The presenters emphasized the importance of implementing stringent security measures. Taylor reported an average of one to seven defects per 1,000 lines of code.

“The most important thing to do to improve security is to create a security mindset,” Taylor said.

Dr. J. Todd McDonald, University of South Alabama computer science professor, and professor Dustin Mink, assistant director of the UWF Center for Cybersecurity, each presented at the afternoon session. They provided an overview of key activities and tools for integrating security into software engineering classes.

Mink addressed secure software development and shared his curriculum for a senior-level class. McDonald touched on the challenge of securing coding. He said the problem has existed since the invention of computers.

“We’re never going to fix it completely, but I’d rather fix it drip by drip than a flood,” McDonald said.

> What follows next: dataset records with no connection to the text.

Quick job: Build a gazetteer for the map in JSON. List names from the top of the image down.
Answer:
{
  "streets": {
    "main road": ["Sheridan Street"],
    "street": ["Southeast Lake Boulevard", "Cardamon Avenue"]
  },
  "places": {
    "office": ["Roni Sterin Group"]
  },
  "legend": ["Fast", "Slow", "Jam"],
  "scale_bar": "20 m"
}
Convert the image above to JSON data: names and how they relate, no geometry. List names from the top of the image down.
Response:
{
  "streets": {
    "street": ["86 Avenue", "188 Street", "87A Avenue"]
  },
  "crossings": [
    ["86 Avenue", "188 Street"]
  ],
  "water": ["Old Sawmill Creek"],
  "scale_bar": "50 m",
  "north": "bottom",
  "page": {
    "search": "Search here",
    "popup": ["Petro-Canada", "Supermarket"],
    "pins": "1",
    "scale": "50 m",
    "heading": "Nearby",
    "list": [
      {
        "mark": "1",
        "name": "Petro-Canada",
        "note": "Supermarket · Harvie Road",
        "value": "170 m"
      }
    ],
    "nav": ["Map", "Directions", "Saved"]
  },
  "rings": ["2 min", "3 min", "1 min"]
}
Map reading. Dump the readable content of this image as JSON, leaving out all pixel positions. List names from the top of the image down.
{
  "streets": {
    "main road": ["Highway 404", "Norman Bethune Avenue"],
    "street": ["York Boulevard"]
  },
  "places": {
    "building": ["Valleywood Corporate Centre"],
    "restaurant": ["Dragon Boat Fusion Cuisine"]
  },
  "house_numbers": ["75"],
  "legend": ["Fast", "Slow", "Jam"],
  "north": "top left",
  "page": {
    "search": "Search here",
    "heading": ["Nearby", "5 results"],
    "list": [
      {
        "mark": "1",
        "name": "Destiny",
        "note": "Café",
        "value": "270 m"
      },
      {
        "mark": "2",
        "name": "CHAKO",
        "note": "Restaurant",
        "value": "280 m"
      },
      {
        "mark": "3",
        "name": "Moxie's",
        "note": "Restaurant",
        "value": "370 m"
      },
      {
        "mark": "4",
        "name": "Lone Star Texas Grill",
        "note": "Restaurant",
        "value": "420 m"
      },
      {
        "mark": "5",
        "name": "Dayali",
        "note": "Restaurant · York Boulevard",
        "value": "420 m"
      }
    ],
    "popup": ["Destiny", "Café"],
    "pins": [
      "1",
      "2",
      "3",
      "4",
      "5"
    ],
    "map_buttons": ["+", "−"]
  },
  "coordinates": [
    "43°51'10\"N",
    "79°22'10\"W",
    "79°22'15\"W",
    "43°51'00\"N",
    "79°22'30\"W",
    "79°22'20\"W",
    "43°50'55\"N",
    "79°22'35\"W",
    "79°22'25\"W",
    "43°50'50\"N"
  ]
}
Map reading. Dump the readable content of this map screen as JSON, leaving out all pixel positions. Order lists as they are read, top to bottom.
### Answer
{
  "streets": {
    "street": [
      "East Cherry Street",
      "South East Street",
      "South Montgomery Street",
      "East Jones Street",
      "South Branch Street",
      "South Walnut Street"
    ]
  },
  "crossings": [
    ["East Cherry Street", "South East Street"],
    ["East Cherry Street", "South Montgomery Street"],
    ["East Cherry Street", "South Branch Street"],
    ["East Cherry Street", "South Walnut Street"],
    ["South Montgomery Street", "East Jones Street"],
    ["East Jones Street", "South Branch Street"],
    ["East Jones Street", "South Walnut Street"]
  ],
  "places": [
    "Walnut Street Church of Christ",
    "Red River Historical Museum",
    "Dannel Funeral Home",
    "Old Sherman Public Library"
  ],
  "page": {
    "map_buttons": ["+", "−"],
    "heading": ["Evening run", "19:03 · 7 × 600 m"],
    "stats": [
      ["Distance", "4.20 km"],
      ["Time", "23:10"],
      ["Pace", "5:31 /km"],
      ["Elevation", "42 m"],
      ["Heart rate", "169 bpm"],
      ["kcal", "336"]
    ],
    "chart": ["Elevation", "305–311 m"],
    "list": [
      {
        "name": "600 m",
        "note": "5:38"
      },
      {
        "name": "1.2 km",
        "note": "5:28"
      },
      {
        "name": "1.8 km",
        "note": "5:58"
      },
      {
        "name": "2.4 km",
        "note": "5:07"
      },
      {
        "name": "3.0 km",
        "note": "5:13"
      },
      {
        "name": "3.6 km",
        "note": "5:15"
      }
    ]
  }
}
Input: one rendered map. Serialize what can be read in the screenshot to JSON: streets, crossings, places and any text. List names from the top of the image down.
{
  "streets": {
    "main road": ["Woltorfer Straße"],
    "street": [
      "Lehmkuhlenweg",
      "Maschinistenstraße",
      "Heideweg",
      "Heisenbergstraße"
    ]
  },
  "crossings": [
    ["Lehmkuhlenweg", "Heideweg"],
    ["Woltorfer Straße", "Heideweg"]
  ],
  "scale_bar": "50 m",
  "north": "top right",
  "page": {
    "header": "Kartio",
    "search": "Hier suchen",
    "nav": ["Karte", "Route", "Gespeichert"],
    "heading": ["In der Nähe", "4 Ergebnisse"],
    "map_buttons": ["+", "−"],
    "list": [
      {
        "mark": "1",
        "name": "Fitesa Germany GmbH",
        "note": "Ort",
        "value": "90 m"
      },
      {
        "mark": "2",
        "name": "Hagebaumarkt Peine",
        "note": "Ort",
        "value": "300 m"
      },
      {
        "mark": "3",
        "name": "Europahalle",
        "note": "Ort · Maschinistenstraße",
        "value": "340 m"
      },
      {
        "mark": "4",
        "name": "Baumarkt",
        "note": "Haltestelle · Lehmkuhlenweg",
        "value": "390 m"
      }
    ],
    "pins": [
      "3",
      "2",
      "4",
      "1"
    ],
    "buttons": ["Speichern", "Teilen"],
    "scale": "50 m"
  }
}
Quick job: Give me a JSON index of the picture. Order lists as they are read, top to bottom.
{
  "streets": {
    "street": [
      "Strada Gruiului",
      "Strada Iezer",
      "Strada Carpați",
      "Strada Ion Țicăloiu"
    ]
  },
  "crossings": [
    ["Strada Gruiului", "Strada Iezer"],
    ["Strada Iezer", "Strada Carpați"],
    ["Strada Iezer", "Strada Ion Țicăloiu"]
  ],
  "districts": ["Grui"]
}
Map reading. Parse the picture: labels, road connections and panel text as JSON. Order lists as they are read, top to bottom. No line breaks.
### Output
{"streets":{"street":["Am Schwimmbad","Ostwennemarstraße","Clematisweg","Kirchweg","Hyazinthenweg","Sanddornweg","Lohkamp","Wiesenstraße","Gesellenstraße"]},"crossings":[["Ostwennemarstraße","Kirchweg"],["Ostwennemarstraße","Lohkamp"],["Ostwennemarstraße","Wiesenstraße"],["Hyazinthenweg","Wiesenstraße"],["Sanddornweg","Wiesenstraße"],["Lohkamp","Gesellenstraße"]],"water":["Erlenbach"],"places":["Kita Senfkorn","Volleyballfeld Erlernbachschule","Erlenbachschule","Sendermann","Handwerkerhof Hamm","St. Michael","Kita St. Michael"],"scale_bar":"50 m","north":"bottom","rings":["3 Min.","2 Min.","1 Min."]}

Dr. Maurice Dawson, assistant professor in the Information Science Department at the University of Missouri-St. Louis, traveled from the Midwest for the workshop.

“I felt it was important to see not only what other schools were doing, but to network and see what this region is doing,” said Dawson, who teaches secure programming. “It was interesting to see that a number of presenters are using similar tools that we’re using. It’s reassuring.”

Dawson complimented the efforts of each of the presenters. Taylor, in particular, caught his attention when she spoke about career opportunities at NSA.

“It was interesting to hear some of her thoughts to go after contracts, build student enrollment at institutions and then that will allow them to have an easier path to federal employment,” Dawson said.